IBM Support

Db2 log striping recommendation

Product Documentation


Abstract

This document clarifies IBM’s position on the use of striping for Db2 for z/OS logs.

Content

History of IBM disk subsystems and log-striping recommendation

First, some history of log striping. DFSMS Striping was first introduced in 1993. Striping served two purposes. The first purpose was to avoid hot spots on individual disks. The second purpose was to increase sequential throughput for individual data streams.


The combination of RAID, faster disks, and Parallel Access Volumes largely eliminated the hotspot problems without the need to use striping. Also, channels were much slower in 1993 than they are today. In the intervening years, IBM delivered FICON Express 8 and 8S channels as well as High-performance FICON. This year IBM delivered FICON Express 16S channels. In May of 2015, IBM also delivered R7.5 for the DS8870 control unit that now supports 16 Gb per second host adapters, which complement FICON Express 16S channels.
Several years ago IBM also support Solid State Disks (SSD), and in 2014 IBM shipped High Performance Flash Enclosures (HPFE) as well as service time improvement made possible by High-performance FICON (zHPF) support. If disks were a bottleneck for Db2 logs, SSD and HPFE could be used for Db2 logs, but generally speaking the disks are not a bottleneck for logs. More likely it’s the z/OS channels, the host adapters in the storage control unit, and the switches in between z/OS and the control unit—those are the bottlenecks. FICON Express 8S reduced the benefits of log striping and FICON Express 16S with 16Gb host adapters further reduces the benefits of striping.

How striping works

Now let’s consider how striping works. When Db2 needs to write 128 log pages, if the log data set has two stripes, z/OS performs two parallel I/Os of 64 pages each. That is good because more data can be transferred in parallel. If the log data set has four stripes, z/OS will perform four parallel I/Os of 32 pages each, and maybe that is faster than two stripes in some cases.
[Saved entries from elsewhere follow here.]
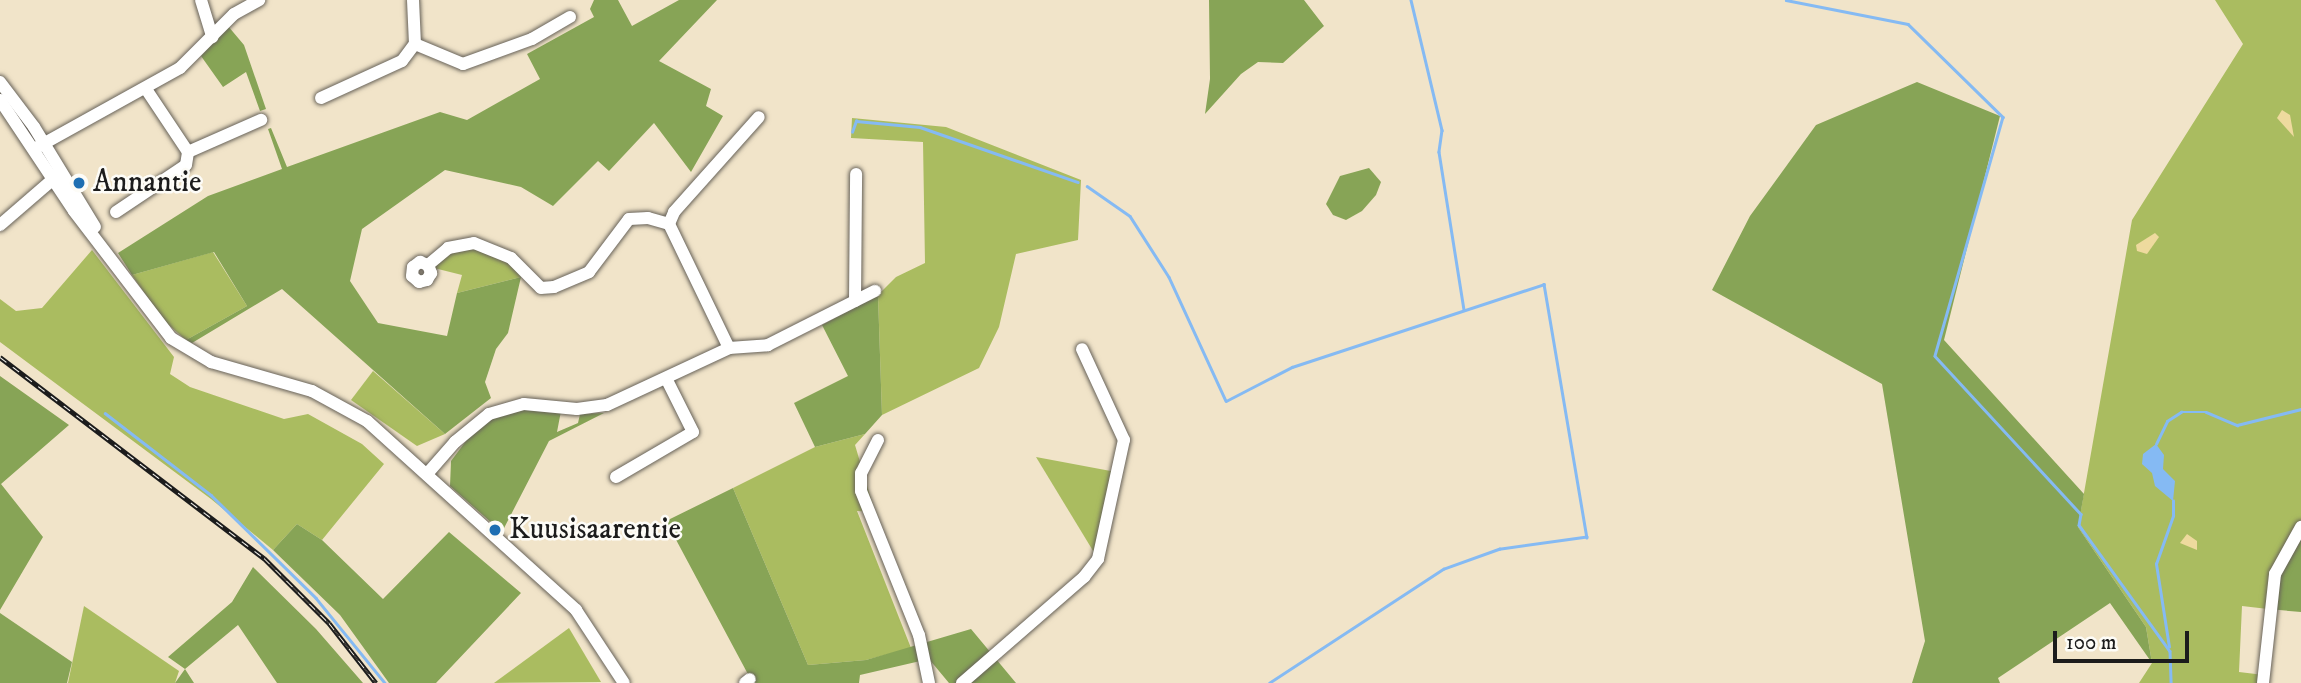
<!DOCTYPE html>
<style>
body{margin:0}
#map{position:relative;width:2301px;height:683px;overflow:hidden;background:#f1e4c9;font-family:"IM FELL DW Pica",serif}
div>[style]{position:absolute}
.green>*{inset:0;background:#aabc60}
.forest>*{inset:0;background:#87a456}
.sand>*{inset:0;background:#eeda9e}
.water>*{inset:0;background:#85baf3}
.stream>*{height:2.5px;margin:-1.25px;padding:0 1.25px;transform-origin:1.25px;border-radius:1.25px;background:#85baf3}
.roads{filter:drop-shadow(0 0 2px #676259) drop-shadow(0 0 2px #676259)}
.minor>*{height:12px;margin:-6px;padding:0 6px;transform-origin:6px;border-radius:6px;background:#fff}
.rail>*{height:5px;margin-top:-2.5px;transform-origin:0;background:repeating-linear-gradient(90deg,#fdfcf7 0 8px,#1c1c1c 0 16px);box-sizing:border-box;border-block:2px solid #1c1c1c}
.dots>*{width:19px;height:19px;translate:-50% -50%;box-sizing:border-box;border:4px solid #fdfcf7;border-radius:50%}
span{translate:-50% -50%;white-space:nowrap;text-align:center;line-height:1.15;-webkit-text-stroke:5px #fdfcf7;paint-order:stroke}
.poi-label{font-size:30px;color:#1c1c1c}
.left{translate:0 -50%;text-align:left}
.scale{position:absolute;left:2053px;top:631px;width:136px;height:32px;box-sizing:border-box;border:4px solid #1c1c1c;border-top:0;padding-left:9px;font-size:21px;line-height:24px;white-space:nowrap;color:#1c1c1c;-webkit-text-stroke:5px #fdfcf7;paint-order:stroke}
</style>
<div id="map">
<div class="green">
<div style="clip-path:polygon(2215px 0,2301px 0,2301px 527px,2268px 609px,2242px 606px,2239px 672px,2264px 675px,2263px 683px,2139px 683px,2152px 663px,2146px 627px,2078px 527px,2132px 220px,2243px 44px)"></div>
<div style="clip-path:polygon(852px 118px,946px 127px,1081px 180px,1078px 240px,1016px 254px,999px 327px,979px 368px,882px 415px,878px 295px,896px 277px,925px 263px,923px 142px,851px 138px)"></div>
<div style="clip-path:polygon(471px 248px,509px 262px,521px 277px,457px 293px,462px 275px,434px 268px,450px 252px)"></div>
<div style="clip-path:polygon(92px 250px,174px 357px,170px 374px,190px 387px,284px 419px,308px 414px,362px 444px,384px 464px,322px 540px,297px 524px,273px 550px,211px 499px,0 342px,0 299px,16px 311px,42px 308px)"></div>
<div style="clip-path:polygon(213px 252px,247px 306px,186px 340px,163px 320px,132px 275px)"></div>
<div style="clip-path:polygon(373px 371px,445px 434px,417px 446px,351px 400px)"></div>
<div style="clip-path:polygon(865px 434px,855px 445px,875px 512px,857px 511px,911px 648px,866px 660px,808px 665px,733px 488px,815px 447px)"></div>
<div style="clip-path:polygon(1036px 457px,1116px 472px,1098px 559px)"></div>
<div style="clip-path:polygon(84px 606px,179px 671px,175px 683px,68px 683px)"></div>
<div style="clip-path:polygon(569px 628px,601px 682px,494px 683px)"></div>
</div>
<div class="forest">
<div style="clip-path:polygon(594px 0,618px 0,632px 26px,679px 0,717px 0,659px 61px,711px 89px,706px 106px,723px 116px,691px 172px,654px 123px,609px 171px,598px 161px,553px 206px,521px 187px,445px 170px,362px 229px,350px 281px,378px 323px,447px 336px,457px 293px,521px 277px,508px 333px,496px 349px,485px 382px,491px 398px,445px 434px,282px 289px,192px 343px,186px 340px,247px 306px,214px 252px,132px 275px,118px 253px,208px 196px,282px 169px,268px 129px,271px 128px,287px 167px,440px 112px,467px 120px,540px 79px,527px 54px,594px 17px,590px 9px)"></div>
<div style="clip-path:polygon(1209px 0,1304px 0,1324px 26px,1283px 63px,1258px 62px,1241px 74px,1205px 114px,1210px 79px)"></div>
<div style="clip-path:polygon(228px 26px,244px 45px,266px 109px,260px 111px,246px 72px,223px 87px,201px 56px)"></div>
<div style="clip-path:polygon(1917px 82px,2000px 116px,1944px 340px,2084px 494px,2078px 527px,2146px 627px,2152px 663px,2110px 603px,1998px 678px,2000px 683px,1912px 683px,1925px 641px,1882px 384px,1712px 290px,1750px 216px,1816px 125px)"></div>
<div style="clip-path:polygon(1369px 168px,1381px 182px,1376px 195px,1362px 211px,1346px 220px,1333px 215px,1326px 204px,1340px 176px)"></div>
<div style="clip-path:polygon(878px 295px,882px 415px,865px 434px,815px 447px,794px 403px,848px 376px,822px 325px)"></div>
<div style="clip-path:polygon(0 376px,69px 425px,1px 484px,43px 537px,0 610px)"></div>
<div style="clip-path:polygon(520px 408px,561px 411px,557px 432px,578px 423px,580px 414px,604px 413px,549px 441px,502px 532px,450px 486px,451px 461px,475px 429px,492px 417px)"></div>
<div style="clip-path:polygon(733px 488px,808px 665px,866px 660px,971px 629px,1016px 683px,949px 683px,929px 659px,860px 675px,859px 683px,745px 683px,750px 678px,666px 521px)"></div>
<div style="clip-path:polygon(297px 524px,322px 540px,383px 599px,449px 532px,521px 593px,436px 683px,389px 683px,340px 615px,273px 550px)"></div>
<div style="clip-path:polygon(2301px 527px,2301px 668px,2301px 612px,2268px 609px,2275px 574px)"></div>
<div style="clip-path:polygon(253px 567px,316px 629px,363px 683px,277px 683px,238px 625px,185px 669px,194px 683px,175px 683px,185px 669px,168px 657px,232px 602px)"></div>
<div style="clip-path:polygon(0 613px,72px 662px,67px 683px,0 683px)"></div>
</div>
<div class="sand">
<div style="clip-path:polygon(2282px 110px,2290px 115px,2294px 137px,2277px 118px)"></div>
<div style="clip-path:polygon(2155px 233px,2159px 237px,2147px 254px,2137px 251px,2136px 245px)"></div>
<div style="clip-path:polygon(2187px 534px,2197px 541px,2197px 550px,2180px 543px)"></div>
</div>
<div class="water">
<div style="clip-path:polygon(2156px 444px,2164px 455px,2163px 469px,2175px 481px,2173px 501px,2155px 486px,2152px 473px,2142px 464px,2143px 454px)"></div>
</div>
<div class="stream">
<div style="left:1411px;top:0;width:134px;rotate:76.6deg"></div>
<div style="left:1442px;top:130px;width:22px;rotate:98deg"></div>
<div style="left:1439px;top:152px;width:159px;rotate:81deg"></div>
<div style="left:1786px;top:0;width:124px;rotate:11.1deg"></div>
<div style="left:1908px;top:24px;width:133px;rotate:44.4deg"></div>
<div style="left:2003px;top:117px;width:248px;rotate:105.9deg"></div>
<div style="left:1935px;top:356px;width:215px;rotate:47.3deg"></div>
<div style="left:2081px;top:514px;width:11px;rotate:100deg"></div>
<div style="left:2079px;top:525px;width:155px;rotate:54.2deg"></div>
<div style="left:2170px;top:651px;width:32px;rotate:88deg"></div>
<div style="left:852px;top:132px;width:12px;rotate:-70deg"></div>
<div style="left:856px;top:121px;width:64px;rotate:5.4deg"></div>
<div style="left:920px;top:127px;width:167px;rotate:19.2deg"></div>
<div style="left:1087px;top:186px;width:52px;rotate:34.9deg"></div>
<div style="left:1130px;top:216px;width:72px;rotate:57.4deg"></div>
<div style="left:1169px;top:277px;width:136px;rotate:65.3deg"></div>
<div style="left:1226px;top:401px;width:74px;rotate:-27.3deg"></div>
<div style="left:1292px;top:367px;width:265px;rotate:-18.2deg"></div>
<div style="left:1544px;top:284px;width:257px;rotate:80.4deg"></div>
<div style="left:1587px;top:537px;width:88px;rotate:172.1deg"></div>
<div style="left:1500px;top:549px;width:59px;rotate:160.3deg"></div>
<div style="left:1444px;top:569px;width:208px;rotate:146.8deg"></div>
<div style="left:105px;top:413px;width:134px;rotate:37.7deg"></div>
<div style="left:211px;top:495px;width:147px;rotate:44.4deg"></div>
<div style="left:316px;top:598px;width:109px;rotate:50.9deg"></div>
<div style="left:2156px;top:444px;width:25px;rotate:-64deg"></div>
<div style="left:2167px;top:421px;width:17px;rotate:-33deg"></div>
<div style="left:2181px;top:412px;width:25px"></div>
<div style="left:2206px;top:412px;width:34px;rotate:23deg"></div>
<div style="left:2237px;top:425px;width:66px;rotate:-14deg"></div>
<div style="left:2169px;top:647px;width:84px;rotate:-98.9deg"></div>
<div style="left:2156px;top:564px;width:51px;rotate:-70.5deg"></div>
<div style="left:2173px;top:516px;width:15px;rotate:-90deg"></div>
</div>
<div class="roads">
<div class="minor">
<div style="left:201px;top:0;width:39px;rotate:73deg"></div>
<div style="left:413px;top:0;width:44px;rotate:87.4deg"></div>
<div style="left:415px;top:44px;width:52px;rotate:22.6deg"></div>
<div style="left:463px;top:64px;width:73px;rotate:-19.9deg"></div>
<div style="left:532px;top:39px;width:44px;rotate:-30.1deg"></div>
<div style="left:0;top:82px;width:56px;rotate:52.9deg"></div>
<div style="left:34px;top:127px;width:117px;rotate:58.6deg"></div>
<div style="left:146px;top:89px;width:76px;rotate:56.3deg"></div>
<div style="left:188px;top:152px;width:80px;rotate:-23.7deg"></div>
<div style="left:321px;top:98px;width:89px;rotate:-24.6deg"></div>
<div style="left:402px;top:61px;width:21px;rotate:-53deg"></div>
<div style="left:0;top:100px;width:133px;rotate:56.3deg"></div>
<div style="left:74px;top:211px;width:160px;rotate:52.6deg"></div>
<div style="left:171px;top:338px;width:47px;rotate:31deg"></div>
<div style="left:211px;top:362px;width:105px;rotate:16deg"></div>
<div style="left:312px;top:391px;width:63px;rotate:28.6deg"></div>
<div style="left:367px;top:421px;width:282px;rotate:42.1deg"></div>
<div style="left:576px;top:610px;width:87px;rotate:56.7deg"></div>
<div style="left:34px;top:149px;width:167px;rotate:-29deg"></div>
<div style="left:180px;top:68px;width:76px;rotate:-45deg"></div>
<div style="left:234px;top:14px;width:29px;rotate:-29deg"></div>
<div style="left:116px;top:212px;width:84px;rotate:-33.9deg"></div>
<div style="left:186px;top:165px;width:13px;rotate:-81deg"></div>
<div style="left:0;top:225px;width:78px;rotate:-40.8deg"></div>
<div style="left:420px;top:262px;width:9px;rotate:21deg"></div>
<div style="left:428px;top:265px;width:9px;rotate:69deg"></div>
<div style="left:431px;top:273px;width:8px;rotate:120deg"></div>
<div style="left:427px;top:280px;width:8px;rotate:166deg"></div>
<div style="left:419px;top:282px;width:9px;rotate:-139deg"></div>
<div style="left:412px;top:276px;width:9px;rotate:-84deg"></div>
<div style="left:413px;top:267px;width:9px;rotate:-36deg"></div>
<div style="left:428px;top:265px;width:26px;rotate:-40deg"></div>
<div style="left:448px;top:248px;width:26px;rotate:-11deg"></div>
<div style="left:474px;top:243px;width:40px;rotate:22deg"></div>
<div style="left:511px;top:258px;width:42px;rotate:45deg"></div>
<div style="left:541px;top:288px;width:13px;rotate:-4deg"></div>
<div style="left:554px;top:287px;width:38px;rotate:-23deg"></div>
<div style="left:589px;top:272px;width:66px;rotate:-53deg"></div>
<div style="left:629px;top:219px;width:19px;rotate:-3deg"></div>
<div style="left:648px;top:218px;width:22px;rotate:16deg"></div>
<div style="left:855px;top:301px;width:127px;rotate:-89.5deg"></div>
<div style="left:729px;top:348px;width:138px;rotate:-115.8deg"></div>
<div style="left:669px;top:224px;width:13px;rotate:-67deg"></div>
<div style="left:674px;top:212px;width:127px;rotate:-48.2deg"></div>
<div style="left:878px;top:440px;width:37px;rotate:117deg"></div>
<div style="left:861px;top:473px;width:18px;rotate:90deg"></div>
<div style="left:861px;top:491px;width:155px;rotate:68.1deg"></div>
<div style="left:919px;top:635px;width:49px;rotate:78.2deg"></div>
<div style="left:427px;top:474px;width:43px;rotate:-48.8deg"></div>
<div style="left:455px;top:442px;width:44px;rotate:-39.5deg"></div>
<div style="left:489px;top:414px;width:36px;rotate:-16deg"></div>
<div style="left:524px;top:404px;width:53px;rotate:5.4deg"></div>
<div style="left:577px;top:409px;width:30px;rotate:-8deg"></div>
<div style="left:607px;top:405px;width:135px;rotate:-25deg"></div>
<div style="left:729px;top:348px;width:39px;rotate:-4deg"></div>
<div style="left:768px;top:345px;width:120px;rotate:-26.8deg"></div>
<div style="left:616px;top:477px;width:89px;rotate:-30.3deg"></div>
<div style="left:693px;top:432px;width:60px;rotate:-116.6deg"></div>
<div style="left:745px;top:683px;width:6px;rotate:-39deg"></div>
<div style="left:962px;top:683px;width:162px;rotate:-41deg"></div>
<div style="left:1084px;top:577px;width:23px;rotate:-52deg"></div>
<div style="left:1098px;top:559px;width:122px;rotate:-77.7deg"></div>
<div style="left:1124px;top:440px;width:100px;rotate:-114.8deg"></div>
<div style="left:2263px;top:683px;width:110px;rotate:-83.7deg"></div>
<div style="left:2275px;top:574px;width:54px;rotate:-61deg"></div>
</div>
</div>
<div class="rail">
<div style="left:0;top:357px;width:332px;rotate:37.3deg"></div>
<div style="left:264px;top:558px;width:92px;rotate:45deg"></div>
<div style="left:329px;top:623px;width:76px;rotate:51.9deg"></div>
</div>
<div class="dots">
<div style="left:79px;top:183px;background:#1f6fb2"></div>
<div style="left:495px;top:530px;background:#1f6fb2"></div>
</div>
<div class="poi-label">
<span class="left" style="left:93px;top:183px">Annantie</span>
<span class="left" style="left:509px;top:530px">Kuusisaarentie</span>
</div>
<div class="scale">100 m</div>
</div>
However, now let’s consider what happens when Db2 needs to write only 4 log pages. If the log data set has two stripes, z/OS needs to perform two parallel I/Os of two pages each. That is bad because of higher I/O overhead compared to the amount of data processed. If the log data set has four stripes, z/OS performs four parallel I/Os of one page each. That is even worse.

Some paper and pencil arithmetic is described here for illustration using a DS8800 control unit with FICON Express 8S channels. The minimum time to write a 4K log page is about 170 microseconds. The minimum time to write 128 pages is 2.5 milliseconds. Therefore, the data transfer time per page is 19 - 20 microseconds. In other words, of the 170 microseconds to write a single page, about 150 microseconds is overhead. Now, suppose Db2 needs to write 4 pages. If the logs were not striped, it would take about 228 microseconds. If the log has 4 stripes, z/OS divides the 4 pages among 4 stripes and do start 4 I/Os. The I/Os are executed in parallel and each one might take only 170 microseconds, but they are started serially. It might take a few microseconds to start each I/O and another few microseconds to process each I/O interrupt. Therefore, it might take less than 228 microseconds to execute all 4 I/Os, but it might also take longer because each I/O is exposed to the potential of some disk contention or some other type of contention. Such contention often shows up in the form of disconnect time. In a non-PPRC environment, disconnect time for your log I/Os is a warning sign that striping is not helping you as much as you would like, and might be hurting you. However, in a PPRC configuration disconnect time is normal, making it difficult to judge whether disconnect time is hurting the performance.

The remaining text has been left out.